Does anyone else question the mythical man month? If I accept the basic assumption of the mythical man month then I also have to accept that NYC is a myth - there is no way that a city that size can possibly function. Lets start out with ten people in NYC and they add ten more people .... My own belief is the MMM is an apologists view of how we currently collaborate to develop software and products.
What do you question about it? The point of the specific essay was that the work of development/engineering cannot be sped up linearly by adding people. You still see this attitude with managers today: The team of 5 is running behind, let's put that other team on the same project, now it's 10 people. But those 5 new people:
1. Don't know the code base or problem domain. So they'll spend months getting up to speed.

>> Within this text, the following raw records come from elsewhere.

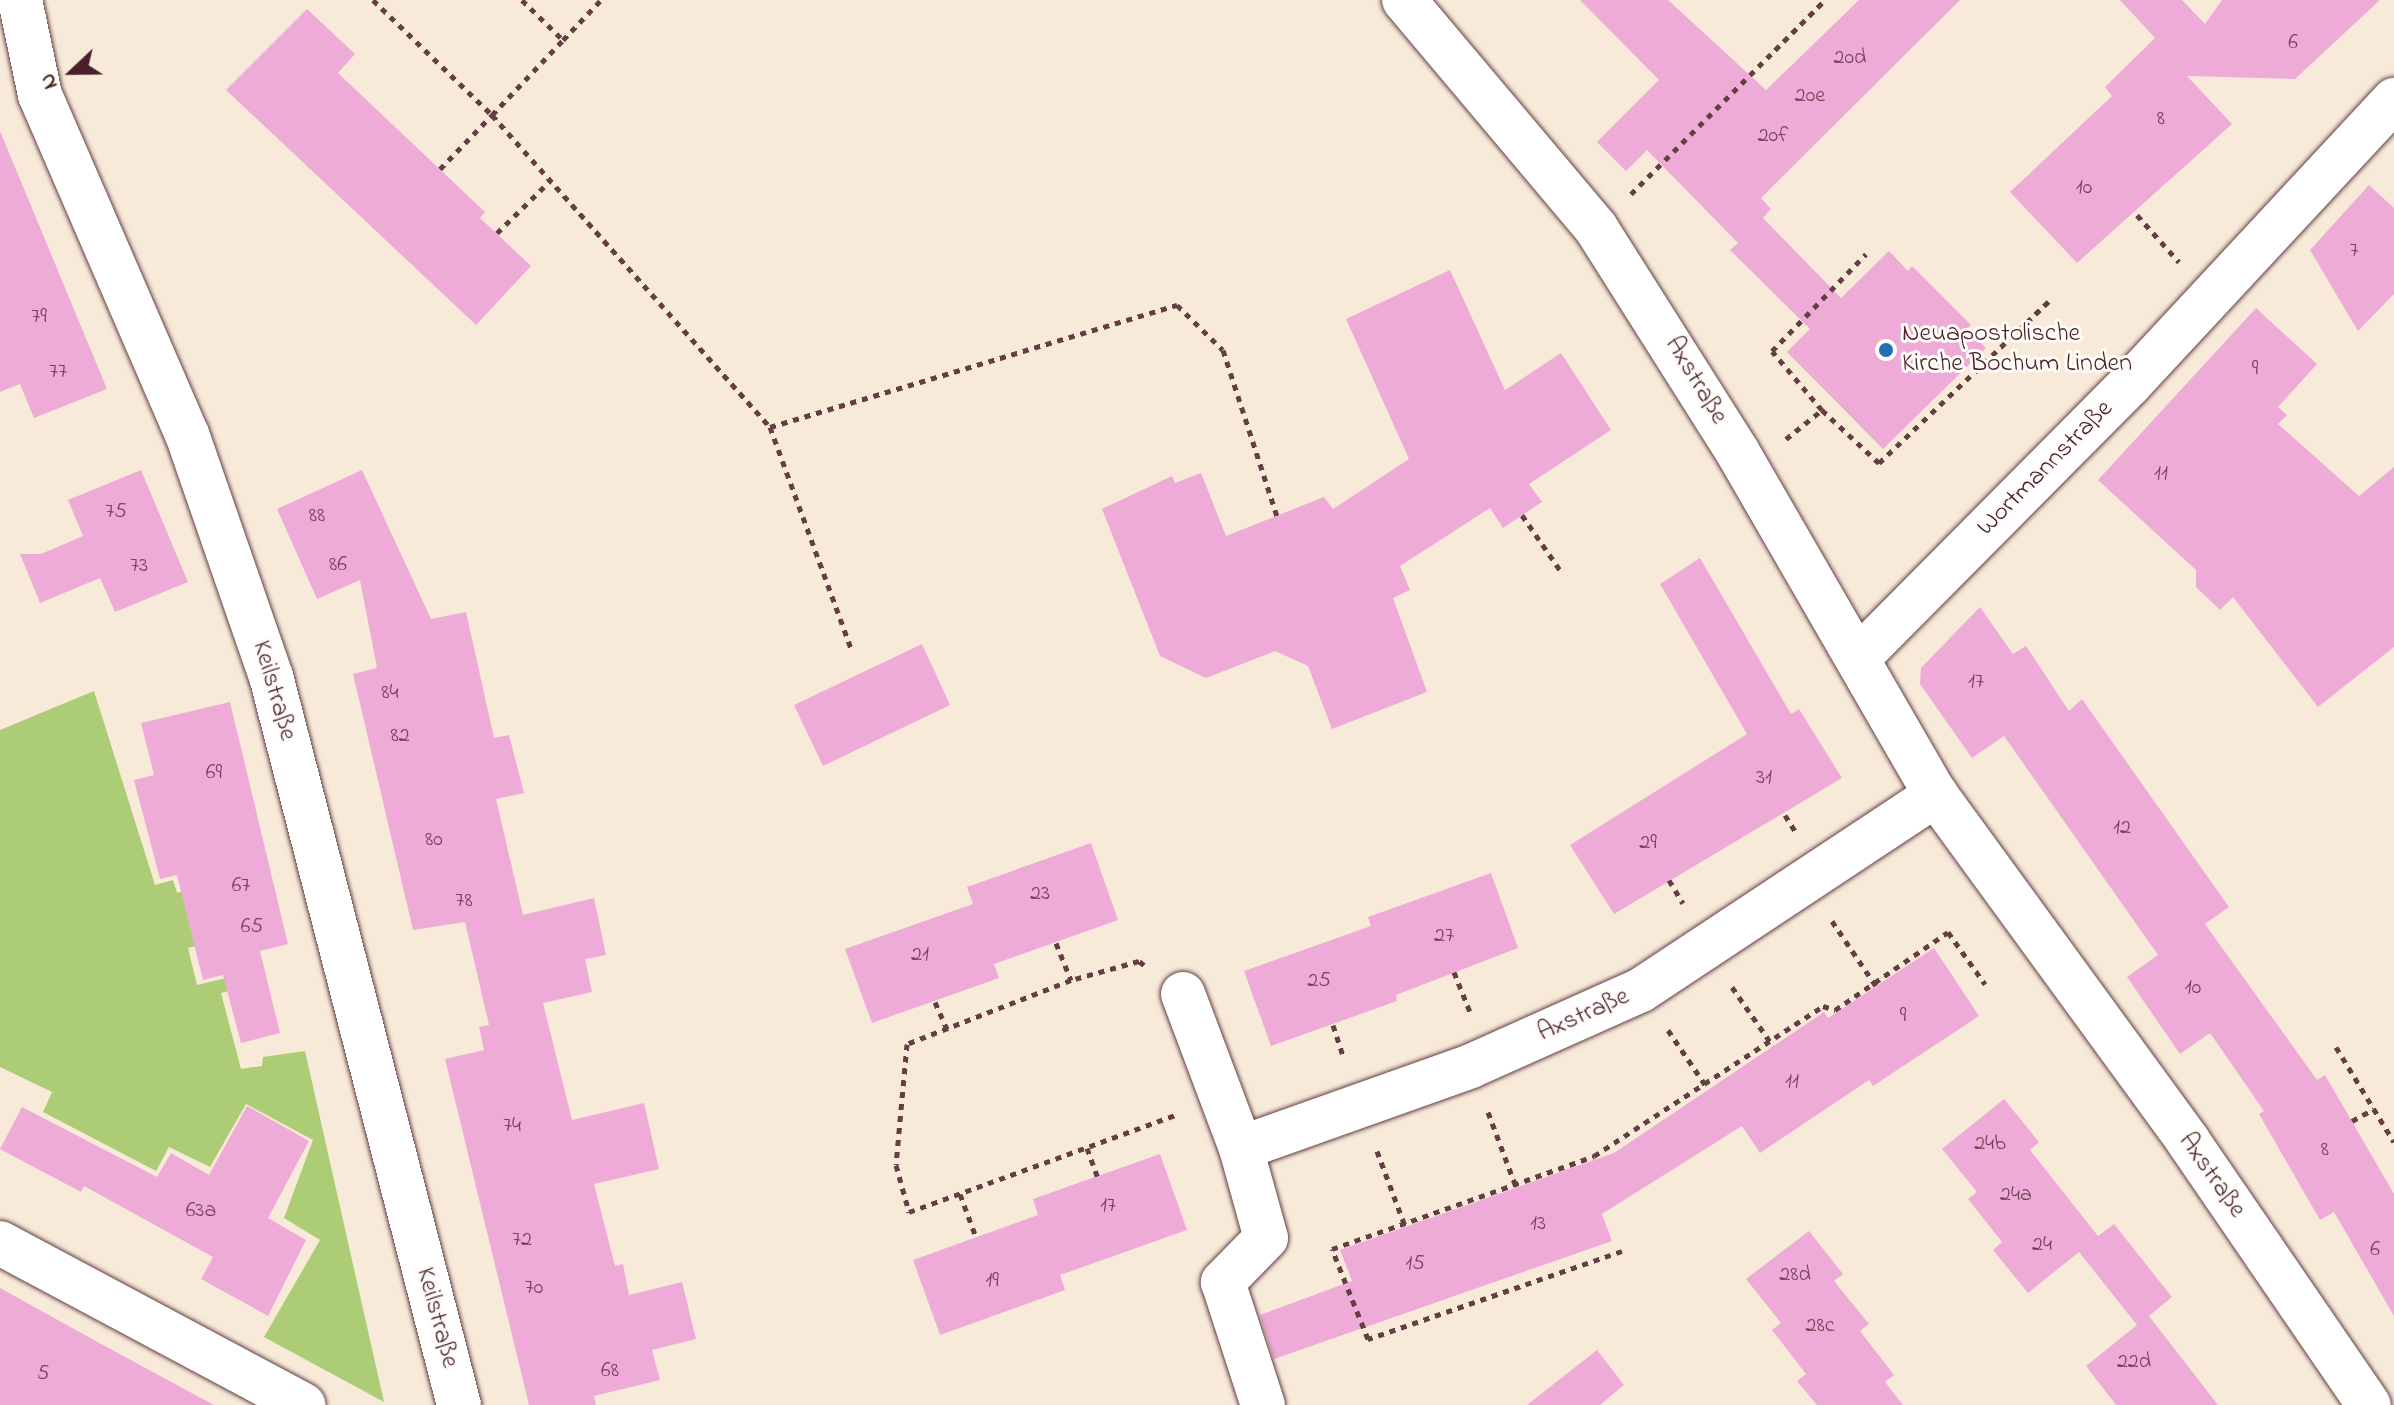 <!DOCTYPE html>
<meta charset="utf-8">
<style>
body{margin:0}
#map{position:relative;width:2394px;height:1405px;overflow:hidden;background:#f8ead8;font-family:"Indie Flower",sans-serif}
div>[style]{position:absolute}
.green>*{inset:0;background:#accd75}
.building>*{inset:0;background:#efabd8}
.path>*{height:5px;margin-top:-2.5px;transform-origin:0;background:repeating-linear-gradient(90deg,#643d45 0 6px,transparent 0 12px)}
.roads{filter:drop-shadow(0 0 2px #643d45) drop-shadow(0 0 2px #643d45)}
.street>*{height:44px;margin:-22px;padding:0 22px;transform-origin:22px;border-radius:22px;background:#fff}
.dots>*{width:22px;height:22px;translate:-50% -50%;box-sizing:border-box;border:4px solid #fdfcf7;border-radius:50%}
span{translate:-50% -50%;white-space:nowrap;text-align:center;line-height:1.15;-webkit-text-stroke:6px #fdfcf7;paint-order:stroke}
.number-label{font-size:22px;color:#734256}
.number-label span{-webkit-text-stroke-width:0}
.poi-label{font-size:26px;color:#4a1f2b}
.left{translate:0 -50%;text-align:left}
.street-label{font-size:26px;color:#4a1f2b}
.north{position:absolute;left:32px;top:32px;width:80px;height:80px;-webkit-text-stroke:6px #fdfcf7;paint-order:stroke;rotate:248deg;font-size:22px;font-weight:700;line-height:32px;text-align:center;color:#4a1f2b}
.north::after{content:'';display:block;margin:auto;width:28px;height:36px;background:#4a1f2b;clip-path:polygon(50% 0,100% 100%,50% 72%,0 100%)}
</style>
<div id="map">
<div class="green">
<div style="clip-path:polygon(94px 691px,155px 885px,173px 880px,177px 893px,201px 886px,218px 940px,188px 948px,197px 985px,247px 973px,250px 985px,221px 993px,241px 1069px,262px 1066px,263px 1057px,305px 1051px,384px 1402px,264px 1337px,320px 1240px,284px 1218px,313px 1140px,246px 1104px,210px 1167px,169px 1147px,156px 1171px,43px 1112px,52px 1092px,0 1067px,0 730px)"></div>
</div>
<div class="building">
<div style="clip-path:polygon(1580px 0,1668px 0,1766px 90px,1859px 0,1960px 0,1761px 198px,1771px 209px,1763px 218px,1841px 298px,1889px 251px,1908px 271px,1912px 266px,1971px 325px,1967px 329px,1986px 348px,1883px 449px,1787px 352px,1810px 329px,1730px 250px,1738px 243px,1647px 150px,1626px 171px,1597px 142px,1659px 80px)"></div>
<div style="clip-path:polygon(2120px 0,2182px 0,2205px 24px,2222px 0,2380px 0,2295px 79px,2187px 76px,2232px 124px,2077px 263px,2010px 192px,2112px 96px,2105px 87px,2155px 38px)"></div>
<div style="clip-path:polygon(307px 9px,355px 54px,338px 73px,485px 212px,480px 218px,531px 266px,476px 325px,226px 90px)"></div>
<div style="clip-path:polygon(0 131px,107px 389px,34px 418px,20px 384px,0 392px)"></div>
<div style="clip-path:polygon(2369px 185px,2394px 208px,2394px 294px,2358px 331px,2310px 250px)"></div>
<div style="clip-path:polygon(1450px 270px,1505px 390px,1561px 353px,1611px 430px,1529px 484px,1542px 502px,1503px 528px,1490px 508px,1400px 566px,1410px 590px,1393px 598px,1427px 692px,1332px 729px,1308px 666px,1275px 651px,1206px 678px,1160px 656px,1102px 509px,1172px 476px,1175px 483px,1201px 473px,1226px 536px,1324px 497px,1333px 509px,1409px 459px,1346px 319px)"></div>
<div style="clip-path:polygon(2256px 308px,2317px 364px,2278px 407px,2287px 415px,2278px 424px,2359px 496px,2394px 467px,2394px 647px,2318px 707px,2233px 597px,2220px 610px,2196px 587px,2196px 570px,2098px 480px)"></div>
<div style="clip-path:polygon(141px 470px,188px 582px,115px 612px,100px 578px,40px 603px,20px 554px,41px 554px,83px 536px,68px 500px)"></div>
<div style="clip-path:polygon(362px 470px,431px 619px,466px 612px,494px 738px,509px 735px,524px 793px,496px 799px,523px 915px,594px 898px,606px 955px,585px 959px,592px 992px,543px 1003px,572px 1120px,644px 1103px,659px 1169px,594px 1184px,615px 1266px,623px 1264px,629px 1295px,682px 1282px,696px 1339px,652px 1350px,660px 1380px,594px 1396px,596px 1405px,529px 1405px,445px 1059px,484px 1050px,479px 1027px,489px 1025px,465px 922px,413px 930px,353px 674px,377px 668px,360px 580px,317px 599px,277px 509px)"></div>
<div style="clip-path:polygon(1700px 558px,1791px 714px,1799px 709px,1842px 778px,1614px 914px,1570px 845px,1747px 734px,1660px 584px)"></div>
<div style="clip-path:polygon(1980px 607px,2013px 654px,2026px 646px,2069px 711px,2082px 699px,2229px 907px,2205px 924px,2317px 1080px,2325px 1075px,2394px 1194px,2394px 1316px,2334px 1212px,2320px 1220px,2259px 1114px,2264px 1111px,2210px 1033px,2180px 1054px,2127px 977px,2158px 955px,2004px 736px,1972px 758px,1920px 684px,1921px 668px)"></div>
<div style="clip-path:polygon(922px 644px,950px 705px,823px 766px,794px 705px)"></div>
<div style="clip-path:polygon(230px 702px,288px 944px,260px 951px,280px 1033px,241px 1043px,223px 975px,203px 980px,177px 875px,160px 879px,134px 780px,154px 775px,141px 723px)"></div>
<div style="clip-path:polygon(1091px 843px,1118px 920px,994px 964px,999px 978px,872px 1023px,845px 949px,973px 904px,967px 887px)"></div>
<div style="clip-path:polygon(1491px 873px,1518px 948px,1396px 995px,1397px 1001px,1271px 1046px,1244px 971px,1371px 926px,1368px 917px)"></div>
<div style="clip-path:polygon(1934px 948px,1979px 1016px,1873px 1086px,1869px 1080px,1760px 1153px,1742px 1126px,1602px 1214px,1612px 1241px,1274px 1359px,1260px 1315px,1352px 1281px,1340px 1250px,1614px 1153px,1824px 1012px,1828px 1018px)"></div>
<div style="clip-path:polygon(2004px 1099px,2039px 1142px,2030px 1150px,2098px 1236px,2114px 1224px,2172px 1297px,2149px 1316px,2218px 1405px,2116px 1405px,2086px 1366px,2137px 1325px,2079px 1252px,2028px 1293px,1993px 1250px,2002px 1242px,1968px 1199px,1977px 1192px,1942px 1149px)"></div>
<div style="clip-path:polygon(247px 1106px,309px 1141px,268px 1218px,306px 1240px,268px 1316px,201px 1279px,213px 1257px,84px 1186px,81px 1192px,0 1149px,22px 1107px,157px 1177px,171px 1153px,209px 1175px)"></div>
<div style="clip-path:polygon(1160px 1154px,1187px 1230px,1060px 1275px,1065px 1290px,940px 1335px,913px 1260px,1038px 1215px,1033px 1199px)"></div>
<div style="clip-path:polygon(1809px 1231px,1843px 1274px,1834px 1281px,1869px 1324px,1860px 1331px,1894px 1375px,1885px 1382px,1903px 1405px,1817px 1405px,1797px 1381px,1806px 1374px,1772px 1330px,1781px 1323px,1746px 1279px)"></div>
<div style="clip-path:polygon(0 1288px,103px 1345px,214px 1405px,0 1405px)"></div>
<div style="clip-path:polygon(1597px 1350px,1624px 1385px,1600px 1405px,1527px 1405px)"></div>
</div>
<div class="path">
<div style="left:373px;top:0;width:165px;rotate:44deg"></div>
<div style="left:492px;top:115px;width:103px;rotate:-46.6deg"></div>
<div style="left:522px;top:0;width:57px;rotate:44.3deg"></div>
<div style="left:563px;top:40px;width:55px;rotate:-46.5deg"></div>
<div style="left:440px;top:169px;width:75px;rotate:-46.1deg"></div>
<div style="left:492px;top:115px;width:418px;rotate:48.3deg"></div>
<div style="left:770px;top:427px;width:425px;rotate:-16.7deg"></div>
<div style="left:1177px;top:305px;width:64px;rotate:44.4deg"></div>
<div style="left:1223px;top:350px;width:175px;rotate:72deg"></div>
<div style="left:1631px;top:194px;width:274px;rotate:-45deg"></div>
<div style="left:2137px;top:215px;width:63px;rotate:48.2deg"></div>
<div style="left:497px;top:233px;width:74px;rotate:-44.5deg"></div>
<div style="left:1822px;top:410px;width:77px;rotate:-130.3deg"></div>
<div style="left:1772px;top:351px;width:135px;rotate:-45.9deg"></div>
<div style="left:770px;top:427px;width:239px;rotate:69.9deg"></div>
<div style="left:1786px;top:439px;width:46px;rotate:-38.9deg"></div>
<div style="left:1822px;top:410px;width:78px;rotate:42.9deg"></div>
<div style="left:1879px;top:463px;width:239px;rotate:-43.6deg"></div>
<div style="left:1522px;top:515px;width:67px;rotate:55.4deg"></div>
<div style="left:1785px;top:815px;width:19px;rotate:58deg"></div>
<div style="left:1669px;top:880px;width:27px;rotate:59deg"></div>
<div style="left:1832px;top:921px;width:78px;rotate:55.9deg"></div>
<div style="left:1056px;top:943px;width:40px;rotate:68deg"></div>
<div style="left:1144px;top:965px;width:6px;rotate:-141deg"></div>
<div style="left:1139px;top:961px;width:71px;rotate:164.4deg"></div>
<div style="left:1071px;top:980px;width:176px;rotate:158.7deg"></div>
<div style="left:907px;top:1044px;width:121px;rotate:95.2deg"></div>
<div style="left:896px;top:1165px;width:49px;rotate:74.5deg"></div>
<div style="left:909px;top:1212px;width:283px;rotate:-20deg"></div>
<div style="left:1454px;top:972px;width:43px;rotate:68.2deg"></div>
<div style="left:1732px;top:987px;width:72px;rotate:55.2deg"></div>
<div style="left:935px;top:1002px;width:30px;rotate:66deg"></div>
<div style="left:1333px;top:1025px;width:35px;rotate:72deg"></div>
<div style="left:1668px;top:1030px;width:68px;rotate:55.8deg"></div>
<div style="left:2336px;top:1047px;width:111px;rotate:58.6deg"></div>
<div style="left:1488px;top:1112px;width:82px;rotate:69.4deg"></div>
<div style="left:2352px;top:1121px;width:25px;rotate:-29deg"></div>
<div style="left:1087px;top:1148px;width:30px;rotate:70deg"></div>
<div style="left:1377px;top:1151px;width:80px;rotate:69.5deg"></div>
<div style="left:960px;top:1194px;width:46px;rotate:69.6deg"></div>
<div style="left:1622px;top:1251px;width:269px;rotate:160.9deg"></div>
<div style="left:1368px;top:1339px;width:97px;rotate:-111.8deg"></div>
<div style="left:1332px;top:1249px;width:278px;rotate:-19.5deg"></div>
<div style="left:1594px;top:1156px;width:274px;rotate:-33.2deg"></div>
<div style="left:1823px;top:1006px;width:13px;rotate:18deg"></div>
<div style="left:1835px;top:1010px;width:137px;rotate:-34.6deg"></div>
<div style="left:1948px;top:932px;width:64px;rotate:54.6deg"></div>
</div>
<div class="roads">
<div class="street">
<div style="left:20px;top:0;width:97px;rotate:78.1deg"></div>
<div style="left:40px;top:95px;width:369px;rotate:66.6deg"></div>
<div style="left:187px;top:434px;width:256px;rotate:70.9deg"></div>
<div style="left:271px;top:676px;width:753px;rotate:75.54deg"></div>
<div style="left:1404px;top:0;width:298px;rotate:49.9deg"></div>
<div style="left:1596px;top:228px;width:264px;rotate:57.7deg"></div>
<div style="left:1737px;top:451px;width:397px;rotate:60deg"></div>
<div style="left:1936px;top:795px;width:428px;rotate:53.9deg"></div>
<div style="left:2188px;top:1141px;width:320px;rotate:55.6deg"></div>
<div style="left:1858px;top:658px;width:386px;rotate:-45.2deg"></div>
<div style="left:2130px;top:384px;width:388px;rotate:-47.1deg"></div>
<div style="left:1183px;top:994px;width:165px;rotate:69.4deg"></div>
<div style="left:1241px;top:1148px;width:244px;rotate:-19.6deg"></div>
<div style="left:1471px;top:1066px;width:186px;rotate:-24.1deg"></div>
<div style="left:1641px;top:990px;width:354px;rotate:-33.5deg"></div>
<div style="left:1241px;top:1148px;width:93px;rotate:74.5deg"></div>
<div style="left:1266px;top:1238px;width:62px;rotate:134.3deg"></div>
<div style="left:1223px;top:1282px;width:129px;rotate:72deg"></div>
<div style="left:0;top:1243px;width:344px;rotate:28.1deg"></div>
</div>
</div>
<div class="dots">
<div style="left:1886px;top:350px;background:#1f6fb2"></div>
</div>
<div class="number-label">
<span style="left:2293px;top:44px">6</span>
<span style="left:1850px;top:59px">20d</span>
<span style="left:1810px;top:97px">20e</span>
<span style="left:2161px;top:120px">8</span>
<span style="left:1773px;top:137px">20f</span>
<span style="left:2084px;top:189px">10</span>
<span style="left:2354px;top:252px">7</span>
<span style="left:39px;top:318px">79</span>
<span style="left:2255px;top:370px">9</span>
<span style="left:58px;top:373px">77</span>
<span style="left:2161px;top:475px">11</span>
<span style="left:116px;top:513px">75</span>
<span style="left:317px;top:517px">88</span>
<span style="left:338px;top:566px">86</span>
<span style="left:139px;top:567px">73</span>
<span style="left:1976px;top:683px">17</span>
<span style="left:390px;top:694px">84</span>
<span style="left:400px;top:737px">82</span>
<span style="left:214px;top:774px">69</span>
<span style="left:1764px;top:779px">31</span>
<span style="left:2122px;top:829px">12</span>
<span style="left:434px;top:841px">80</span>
<span style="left:1648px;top:844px">29</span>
<span style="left:241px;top:887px">67</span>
<span style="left:1040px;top:895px">23</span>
<span style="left:464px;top:902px">78</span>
<span style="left:252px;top:928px">65</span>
<span style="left:1444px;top:937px">27</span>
<span style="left:920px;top:956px">21</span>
<span style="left:1319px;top:982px">25</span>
<span style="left:2193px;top:989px">10</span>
<span style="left:1903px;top:1017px">9</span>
<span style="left:1792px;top:1083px">11</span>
<span style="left:512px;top:1127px">74</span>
<span style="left:1990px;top:1145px">24b</span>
<span style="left:2325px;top:1151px">8</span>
<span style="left:2016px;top:1196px">24a</span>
<span style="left:1108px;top:1207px">17</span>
<span style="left:201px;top:1212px">63a</span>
<span style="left:1538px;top:1225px">13</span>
<span style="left:522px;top:1241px">72</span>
<span style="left:2042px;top:1246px">24</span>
<span style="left:2375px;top:1251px">6</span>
<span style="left:1415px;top:1265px">15</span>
<span style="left:1795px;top:1276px">28d</span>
<span style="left:992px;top:1282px">19</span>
<span style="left:534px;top:1289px">70</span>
<span style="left:1820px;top:1327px">28c</span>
<span style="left:2134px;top:1363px">22d</span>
<span style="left:610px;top:1372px">68</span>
<span style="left:43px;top:1375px">5</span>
</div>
<div class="poi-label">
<span class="left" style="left:1902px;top:350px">Neuapostolische<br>Kirche Bochum Linden</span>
</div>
<div class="street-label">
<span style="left:1695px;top:381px;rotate:59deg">Axstraße</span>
<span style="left:2046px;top:469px;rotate:-45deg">Wortmannstraße</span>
<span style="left:273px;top:691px;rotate:74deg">Keilstraße</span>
<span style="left:1584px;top:1016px;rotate:-24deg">Axstraße</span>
<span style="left:2211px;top:1176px;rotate:55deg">Axstraße</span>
<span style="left:436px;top:1318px;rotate:75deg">Keilstraße</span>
</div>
<div class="north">N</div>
</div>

2. Will increase the communication overhead (now each person has to coordinate with up to 9 others, not just 4).
On the small scale of this example, you may see good results. 5 more people isn't a huge amount of communication overhead, and if they're experienced (perhaps even formerly worked on the same or similar project) then you'll see an immediate drop in productivity and then a quick rise back to the new baseline. But will that hold with another 10 people? 20 more beyond that? Each doubling will not continue to halve the time to develop the project, there are limits, and at some point the returns will be negative. The additional people will slow it down. Not just the initial slow-down, but also the new baseline after things settle will be lower than before adding them.
For me the main point in MMM was that big things take time and putting more people to work on the project does not always speed it up. The communication overhead grows exponentially as amount of people increases while the productivity only grows linearly.
Large organizations function very poorly in a lot of respects. They're also the only way to get a lot of things done. In a lot of ways, it is often a bit surprising to me that large companies can coordinate activities to come out with useful outputs. On the other hand, there are clearly inefficiencies that don't exist with a 10-person startup.